I'm getting some very odd behavior from one of my SQL Servers.
It appears to be caused by the job which is starting the full text
population on one of my tables.
This morning when the job started the SQL Server started kicking out error
messages stating
2003-09-22 05:05:07.10 spid230 WARNING: EC 303e55e8, 0 waited 300 sec. on
latch ad8c88. Not a BUF latch.
2003-09-22 05:05:07.11 spid 230 Waiting for type 0x4, current count 0xa,
current owning EX 0xA8A55E8.
It kickes these out every 5 minutes until either the full text search starts
or as happened yesterday, the SQL Server stops responding, and we restart
the service.
Now, yesterday, when all this started at 01:59:49.11 I started to receive
the following
Error: 17883, Severity: 1, State: 0
The Scheduler 0 appears to be hung. SPID 295 ECID 0, UMS Context
0x03407150.
The server has 4 processors, and 4 Gig on RAM. 2 for SQL, 2 for the rest of
the OS. AWE is not enabled at the OS, or the SQL Server. OS is Windows
2000 Advanced Server, and SQL is 2000 Enterprise sp3 build 760.
This all started following moving the log files from a single SCSI drive, to
a SCSI RAID, then the RAID card failing. A new RAID card was added Saturday
night, and 1 hour later the 17883 started showing up. The 17883 errors
didn't appear this morning however.
I'm currently looking at KB 319892, and it's not being all that helpfull.

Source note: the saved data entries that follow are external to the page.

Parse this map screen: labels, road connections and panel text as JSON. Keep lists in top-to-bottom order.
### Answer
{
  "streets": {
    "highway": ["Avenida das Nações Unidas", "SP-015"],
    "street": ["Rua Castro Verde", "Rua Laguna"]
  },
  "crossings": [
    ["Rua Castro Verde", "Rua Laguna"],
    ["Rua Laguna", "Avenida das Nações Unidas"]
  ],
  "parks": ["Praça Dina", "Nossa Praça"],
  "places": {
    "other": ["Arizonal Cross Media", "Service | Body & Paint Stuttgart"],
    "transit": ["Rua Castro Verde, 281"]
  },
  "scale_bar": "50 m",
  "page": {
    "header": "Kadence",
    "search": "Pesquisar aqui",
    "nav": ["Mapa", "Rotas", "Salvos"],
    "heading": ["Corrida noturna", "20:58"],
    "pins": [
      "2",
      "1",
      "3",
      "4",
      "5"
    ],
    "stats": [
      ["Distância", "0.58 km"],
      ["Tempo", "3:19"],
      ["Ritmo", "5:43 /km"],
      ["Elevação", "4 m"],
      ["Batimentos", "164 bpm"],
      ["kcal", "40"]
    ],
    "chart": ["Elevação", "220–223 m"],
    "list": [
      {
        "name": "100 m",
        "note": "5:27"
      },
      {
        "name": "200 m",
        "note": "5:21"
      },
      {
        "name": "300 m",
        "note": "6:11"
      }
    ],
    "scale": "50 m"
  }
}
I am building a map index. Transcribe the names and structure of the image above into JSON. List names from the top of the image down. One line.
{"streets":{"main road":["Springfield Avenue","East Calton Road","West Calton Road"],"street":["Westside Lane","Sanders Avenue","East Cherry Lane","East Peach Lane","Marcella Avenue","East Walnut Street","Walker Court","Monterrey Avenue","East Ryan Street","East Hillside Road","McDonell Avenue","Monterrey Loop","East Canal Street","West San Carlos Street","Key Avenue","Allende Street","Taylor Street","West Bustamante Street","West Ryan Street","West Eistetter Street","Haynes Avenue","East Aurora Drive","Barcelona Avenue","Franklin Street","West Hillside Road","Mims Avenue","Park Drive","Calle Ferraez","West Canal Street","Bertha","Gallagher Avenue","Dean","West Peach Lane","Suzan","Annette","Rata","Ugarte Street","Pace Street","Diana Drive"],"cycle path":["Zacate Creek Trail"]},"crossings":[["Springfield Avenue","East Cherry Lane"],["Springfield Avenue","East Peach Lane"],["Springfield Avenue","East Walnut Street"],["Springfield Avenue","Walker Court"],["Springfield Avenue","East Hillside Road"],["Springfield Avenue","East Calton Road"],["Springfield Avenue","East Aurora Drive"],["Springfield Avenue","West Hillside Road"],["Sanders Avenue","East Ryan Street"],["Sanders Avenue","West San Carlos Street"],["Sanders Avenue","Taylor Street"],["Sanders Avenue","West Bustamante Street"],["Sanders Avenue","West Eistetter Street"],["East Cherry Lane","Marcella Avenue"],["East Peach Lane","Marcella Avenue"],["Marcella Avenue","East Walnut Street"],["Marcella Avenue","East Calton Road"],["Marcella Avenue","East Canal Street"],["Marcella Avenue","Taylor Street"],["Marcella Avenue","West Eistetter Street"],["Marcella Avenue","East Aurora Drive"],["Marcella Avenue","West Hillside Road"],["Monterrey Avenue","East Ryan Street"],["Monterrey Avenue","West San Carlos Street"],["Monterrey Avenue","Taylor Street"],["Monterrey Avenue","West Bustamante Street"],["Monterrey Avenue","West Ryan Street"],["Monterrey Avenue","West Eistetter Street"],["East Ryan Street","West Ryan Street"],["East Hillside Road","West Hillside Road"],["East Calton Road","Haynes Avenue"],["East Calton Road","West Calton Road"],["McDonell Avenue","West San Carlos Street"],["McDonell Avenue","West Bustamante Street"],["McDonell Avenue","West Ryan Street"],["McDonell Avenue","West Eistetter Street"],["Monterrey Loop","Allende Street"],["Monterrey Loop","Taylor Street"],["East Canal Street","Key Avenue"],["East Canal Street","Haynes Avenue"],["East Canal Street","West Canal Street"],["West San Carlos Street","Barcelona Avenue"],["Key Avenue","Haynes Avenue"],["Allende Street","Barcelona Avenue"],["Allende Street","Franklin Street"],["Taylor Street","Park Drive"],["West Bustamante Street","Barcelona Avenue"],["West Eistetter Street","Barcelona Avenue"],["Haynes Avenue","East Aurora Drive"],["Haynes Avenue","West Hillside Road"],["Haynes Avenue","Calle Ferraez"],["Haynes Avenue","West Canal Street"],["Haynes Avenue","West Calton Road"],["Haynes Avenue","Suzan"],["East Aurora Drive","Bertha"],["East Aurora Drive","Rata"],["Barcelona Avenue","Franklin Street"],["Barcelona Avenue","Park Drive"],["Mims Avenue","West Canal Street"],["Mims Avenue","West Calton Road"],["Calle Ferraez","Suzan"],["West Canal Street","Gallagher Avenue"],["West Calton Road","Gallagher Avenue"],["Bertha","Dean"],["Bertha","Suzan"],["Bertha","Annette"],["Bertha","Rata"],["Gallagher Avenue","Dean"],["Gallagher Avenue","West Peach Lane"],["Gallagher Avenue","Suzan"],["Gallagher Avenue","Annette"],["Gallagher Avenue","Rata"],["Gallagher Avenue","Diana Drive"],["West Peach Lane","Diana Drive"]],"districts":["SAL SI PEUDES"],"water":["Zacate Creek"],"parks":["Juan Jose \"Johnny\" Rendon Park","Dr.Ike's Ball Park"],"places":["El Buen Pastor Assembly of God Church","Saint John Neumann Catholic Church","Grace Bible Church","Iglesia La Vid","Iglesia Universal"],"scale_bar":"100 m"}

Both times this problem has come up, I've either been away from an internet
connection, or I've been sleeping. The first time (Sunday Morning, ending
Monday Morning ~1am) our sa rebooted the server to get the services back up
and running. This morning starting at 5am, ending at 10:15am the full text
index job finished and job the index rebuiling started. Can anyone shead
any light onto this mess? I'd like to set up an alert to page me the next
time this happens, so I can start looking at the issue as soon as it starts
to attempt to get more info about what's going on, on the server when it
happens, but I don't have an error number to setup the alert on. I will
setup one for 17883, incase that happens again.
If anyone would like to see the current, and last errorlogs please let me
know, and I'll send them. They are both very small.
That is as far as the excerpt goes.